[Required action]: Every line of the data below needs to be reproduced exactly.
(Listed entries)
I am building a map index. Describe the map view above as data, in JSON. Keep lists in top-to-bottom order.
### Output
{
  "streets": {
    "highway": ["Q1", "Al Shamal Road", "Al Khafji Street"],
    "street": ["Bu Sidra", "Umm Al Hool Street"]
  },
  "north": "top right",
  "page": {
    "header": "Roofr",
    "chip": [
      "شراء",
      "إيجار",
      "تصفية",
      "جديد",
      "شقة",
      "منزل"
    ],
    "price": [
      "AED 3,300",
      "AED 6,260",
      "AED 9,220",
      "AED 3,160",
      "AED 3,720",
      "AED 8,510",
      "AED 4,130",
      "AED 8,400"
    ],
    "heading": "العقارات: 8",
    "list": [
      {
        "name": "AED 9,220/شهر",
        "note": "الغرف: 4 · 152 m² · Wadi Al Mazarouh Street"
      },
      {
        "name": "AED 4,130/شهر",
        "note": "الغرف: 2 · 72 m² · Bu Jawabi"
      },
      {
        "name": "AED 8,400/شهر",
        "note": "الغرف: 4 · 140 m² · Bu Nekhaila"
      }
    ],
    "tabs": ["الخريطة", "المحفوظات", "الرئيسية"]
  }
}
(End Listed entries)
[Solution to this exercise]:
I am building a map index. Describe the map view above as data, in JSON. Keep lists in top-to-bottom order.
### Output
{
  "streets": {
    "highway": ["Q1", "Al Shamal Road", "Al Khafji Street"],
    "street": ["Bu Sidra", "Umm Al Hool Street"]
  },
  "north": "top right",
  "page": {
    "header": "Roofr",
    "chip": [
      "شراء",
      "إيجار",
      "تصفية",
      "جديد",
      "شقة",
      "منزل"
    ],
    "price": [
      "AED 3,300",
      "AED 6,260",
      "AED 9,220",
      "AED 3,160",
      "AED 3,720",
      "AED 8,510",
      "AED 4,130",
      "AED 8,400"
    ],
    "heading": "العقارات: 8",
    "list": [
      {
        "name": "AED 9,220/شهر",
        "note": "الغرف: 4 · 152 m² · Wadi Al Mazarouh Street"
      },
      {
        "name": "AED 4,130/شهر",
        "note": "الغرف: 2 · 72 m² · Bu Jawabi"
      },
      {
        "name": "AED 8,400/شهر",
        "note": "الغرف: 4 · 140 m² · Bu Nekhaila"
      }
    ],
    "tabs": ["الخريطة", "المحفوظات", "الرئيسية"]
  }
}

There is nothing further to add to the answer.